→ **Exercise brief**: Which lines of the data below contain "body"? Please show them all.

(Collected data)
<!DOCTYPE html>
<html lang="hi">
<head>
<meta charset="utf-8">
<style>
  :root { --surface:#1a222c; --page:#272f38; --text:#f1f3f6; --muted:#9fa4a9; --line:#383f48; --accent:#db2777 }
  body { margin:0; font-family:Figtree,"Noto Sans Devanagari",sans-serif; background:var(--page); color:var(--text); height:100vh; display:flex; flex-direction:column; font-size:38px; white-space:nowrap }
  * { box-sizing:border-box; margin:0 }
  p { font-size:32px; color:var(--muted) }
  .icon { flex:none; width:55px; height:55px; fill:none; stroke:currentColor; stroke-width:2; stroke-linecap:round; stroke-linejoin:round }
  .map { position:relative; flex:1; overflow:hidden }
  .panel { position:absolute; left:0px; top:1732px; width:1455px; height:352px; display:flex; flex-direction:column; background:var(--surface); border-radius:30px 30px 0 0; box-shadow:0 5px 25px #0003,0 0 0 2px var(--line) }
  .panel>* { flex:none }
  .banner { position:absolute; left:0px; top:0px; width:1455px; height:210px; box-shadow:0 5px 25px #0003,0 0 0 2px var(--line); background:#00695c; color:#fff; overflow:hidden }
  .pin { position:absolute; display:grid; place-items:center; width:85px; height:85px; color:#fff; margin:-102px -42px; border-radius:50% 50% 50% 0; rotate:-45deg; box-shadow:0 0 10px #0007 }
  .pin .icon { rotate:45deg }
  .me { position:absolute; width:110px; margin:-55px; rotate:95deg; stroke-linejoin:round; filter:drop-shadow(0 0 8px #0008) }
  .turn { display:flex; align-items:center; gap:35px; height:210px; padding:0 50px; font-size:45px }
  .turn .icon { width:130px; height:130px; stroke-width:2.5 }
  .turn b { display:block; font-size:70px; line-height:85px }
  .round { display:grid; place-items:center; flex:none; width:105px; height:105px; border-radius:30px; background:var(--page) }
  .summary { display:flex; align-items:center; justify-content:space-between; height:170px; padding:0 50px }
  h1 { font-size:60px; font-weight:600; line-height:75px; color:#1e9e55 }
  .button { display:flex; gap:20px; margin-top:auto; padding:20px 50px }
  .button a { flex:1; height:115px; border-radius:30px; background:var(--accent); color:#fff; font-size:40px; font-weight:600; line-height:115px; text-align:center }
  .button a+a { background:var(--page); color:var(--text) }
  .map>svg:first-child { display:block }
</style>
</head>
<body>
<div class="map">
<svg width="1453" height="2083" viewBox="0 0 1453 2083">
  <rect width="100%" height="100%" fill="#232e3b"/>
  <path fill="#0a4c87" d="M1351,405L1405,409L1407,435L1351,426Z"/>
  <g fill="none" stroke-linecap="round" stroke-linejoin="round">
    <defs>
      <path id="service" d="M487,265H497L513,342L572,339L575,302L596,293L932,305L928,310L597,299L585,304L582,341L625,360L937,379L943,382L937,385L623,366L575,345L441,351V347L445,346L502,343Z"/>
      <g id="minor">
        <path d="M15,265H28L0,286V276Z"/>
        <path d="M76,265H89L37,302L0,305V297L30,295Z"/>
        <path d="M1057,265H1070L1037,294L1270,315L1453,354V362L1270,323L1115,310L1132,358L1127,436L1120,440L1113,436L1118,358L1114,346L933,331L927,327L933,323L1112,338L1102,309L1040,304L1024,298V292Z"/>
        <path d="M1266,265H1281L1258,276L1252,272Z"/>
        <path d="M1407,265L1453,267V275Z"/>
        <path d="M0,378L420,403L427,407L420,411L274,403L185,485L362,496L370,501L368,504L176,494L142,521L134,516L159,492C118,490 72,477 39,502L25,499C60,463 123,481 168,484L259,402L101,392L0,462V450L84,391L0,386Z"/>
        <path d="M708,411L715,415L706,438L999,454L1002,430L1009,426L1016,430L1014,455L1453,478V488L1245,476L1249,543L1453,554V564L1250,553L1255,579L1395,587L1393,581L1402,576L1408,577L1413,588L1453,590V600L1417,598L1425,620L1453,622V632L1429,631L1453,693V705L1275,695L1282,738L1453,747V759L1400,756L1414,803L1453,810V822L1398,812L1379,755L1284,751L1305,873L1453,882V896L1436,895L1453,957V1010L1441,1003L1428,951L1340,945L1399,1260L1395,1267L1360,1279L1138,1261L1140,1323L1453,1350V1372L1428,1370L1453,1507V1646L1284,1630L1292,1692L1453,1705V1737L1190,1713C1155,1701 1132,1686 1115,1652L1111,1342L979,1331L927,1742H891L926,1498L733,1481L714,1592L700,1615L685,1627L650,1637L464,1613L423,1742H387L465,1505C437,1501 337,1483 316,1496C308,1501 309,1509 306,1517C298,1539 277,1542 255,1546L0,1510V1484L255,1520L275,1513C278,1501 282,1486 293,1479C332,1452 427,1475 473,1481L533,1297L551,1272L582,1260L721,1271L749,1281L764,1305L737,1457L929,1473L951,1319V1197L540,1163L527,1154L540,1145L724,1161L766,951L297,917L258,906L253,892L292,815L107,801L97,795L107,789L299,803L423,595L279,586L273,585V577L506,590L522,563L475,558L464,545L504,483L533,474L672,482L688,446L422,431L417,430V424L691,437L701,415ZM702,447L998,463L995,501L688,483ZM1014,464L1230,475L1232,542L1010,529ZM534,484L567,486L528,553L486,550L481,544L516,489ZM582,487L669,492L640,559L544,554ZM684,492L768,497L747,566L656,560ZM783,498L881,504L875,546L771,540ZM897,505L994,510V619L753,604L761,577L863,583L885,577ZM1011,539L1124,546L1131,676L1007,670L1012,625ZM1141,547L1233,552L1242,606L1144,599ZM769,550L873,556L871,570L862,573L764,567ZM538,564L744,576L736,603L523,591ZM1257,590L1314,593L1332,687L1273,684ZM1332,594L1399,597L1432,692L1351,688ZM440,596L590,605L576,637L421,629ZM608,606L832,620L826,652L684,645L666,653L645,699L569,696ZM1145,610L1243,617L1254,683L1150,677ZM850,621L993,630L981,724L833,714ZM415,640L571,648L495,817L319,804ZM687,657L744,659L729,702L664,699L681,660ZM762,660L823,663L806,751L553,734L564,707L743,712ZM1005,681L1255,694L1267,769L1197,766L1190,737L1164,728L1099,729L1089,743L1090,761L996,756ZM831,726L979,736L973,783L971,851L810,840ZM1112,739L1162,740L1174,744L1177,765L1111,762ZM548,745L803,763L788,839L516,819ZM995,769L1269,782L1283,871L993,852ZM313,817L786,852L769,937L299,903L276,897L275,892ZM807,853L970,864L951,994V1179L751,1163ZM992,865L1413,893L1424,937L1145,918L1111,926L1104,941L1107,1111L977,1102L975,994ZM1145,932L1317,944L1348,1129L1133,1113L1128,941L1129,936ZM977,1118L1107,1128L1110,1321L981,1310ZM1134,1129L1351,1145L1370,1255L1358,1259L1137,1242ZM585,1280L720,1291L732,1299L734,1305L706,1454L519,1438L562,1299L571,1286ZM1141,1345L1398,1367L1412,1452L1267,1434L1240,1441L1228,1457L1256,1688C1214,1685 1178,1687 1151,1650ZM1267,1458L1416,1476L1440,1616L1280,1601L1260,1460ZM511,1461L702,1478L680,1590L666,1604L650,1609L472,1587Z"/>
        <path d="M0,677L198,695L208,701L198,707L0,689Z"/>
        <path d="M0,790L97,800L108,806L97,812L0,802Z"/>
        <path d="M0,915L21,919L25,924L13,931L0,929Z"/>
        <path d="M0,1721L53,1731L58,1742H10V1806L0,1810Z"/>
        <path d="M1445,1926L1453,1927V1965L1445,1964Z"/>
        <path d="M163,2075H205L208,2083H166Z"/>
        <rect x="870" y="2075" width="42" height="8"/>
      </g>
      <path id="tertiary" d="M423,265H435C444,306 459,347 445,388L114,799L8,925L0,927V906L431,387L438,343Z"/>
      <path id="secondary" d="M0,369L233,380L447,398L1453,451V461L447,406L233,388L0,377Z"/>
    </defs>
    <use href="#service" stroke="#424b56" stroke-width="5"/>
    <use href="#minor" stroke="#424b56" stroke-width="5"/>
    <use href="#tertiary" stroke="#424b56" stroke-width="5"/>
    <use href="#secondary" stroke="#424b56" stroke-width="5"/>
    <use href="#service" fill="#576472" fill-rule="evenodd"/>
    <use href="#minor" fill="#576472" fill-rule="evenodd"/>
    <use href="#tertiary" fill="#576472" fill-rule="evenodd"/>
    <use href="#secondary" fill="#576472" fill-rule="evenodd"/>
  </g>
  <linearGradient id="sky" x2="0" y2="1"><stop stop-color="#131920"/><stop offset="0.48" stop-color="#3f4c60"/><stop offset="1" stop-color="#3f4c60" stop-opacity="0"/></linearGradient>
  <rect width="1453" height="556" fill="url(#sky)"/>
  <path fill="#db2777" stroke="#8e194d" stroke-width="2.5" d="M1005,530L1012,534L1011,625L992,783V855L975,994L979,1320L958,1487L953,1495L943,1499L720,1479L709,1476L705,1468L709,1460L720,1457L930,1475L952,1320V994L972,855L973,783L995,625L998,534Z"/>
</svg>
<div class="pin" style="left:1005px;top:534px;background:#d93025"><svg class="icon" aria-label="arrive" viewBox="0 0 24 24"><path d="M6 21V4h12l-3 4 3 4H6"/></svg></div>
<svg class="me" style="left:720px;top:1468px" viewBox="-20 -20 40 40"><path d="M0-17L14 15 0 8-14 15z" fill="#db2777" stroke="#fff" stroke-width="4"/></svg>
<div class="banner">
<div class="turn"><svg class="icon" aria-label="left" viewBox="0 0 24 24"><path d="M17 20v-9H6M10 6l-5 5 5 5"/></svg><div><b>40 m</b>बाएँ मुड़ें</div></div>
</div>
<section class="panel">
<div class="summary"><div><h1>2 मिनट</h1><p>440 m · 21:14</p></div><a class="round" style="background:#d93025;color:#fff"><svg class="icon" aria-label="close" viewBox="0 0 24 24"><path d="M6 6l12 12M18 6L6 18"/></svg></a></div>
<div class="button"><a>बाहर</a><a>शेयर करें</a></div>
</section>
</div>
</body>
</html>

→ **Solution for this exercise**:
  body { margin:0; font-family:Figtree,"Noto Sans Devanagari",sans-serif; background:var(--page); color:var(--text); height:100vh; display:flex; flex-direction:column; font-size:38px; white-space:nowrap }
<body>
</body>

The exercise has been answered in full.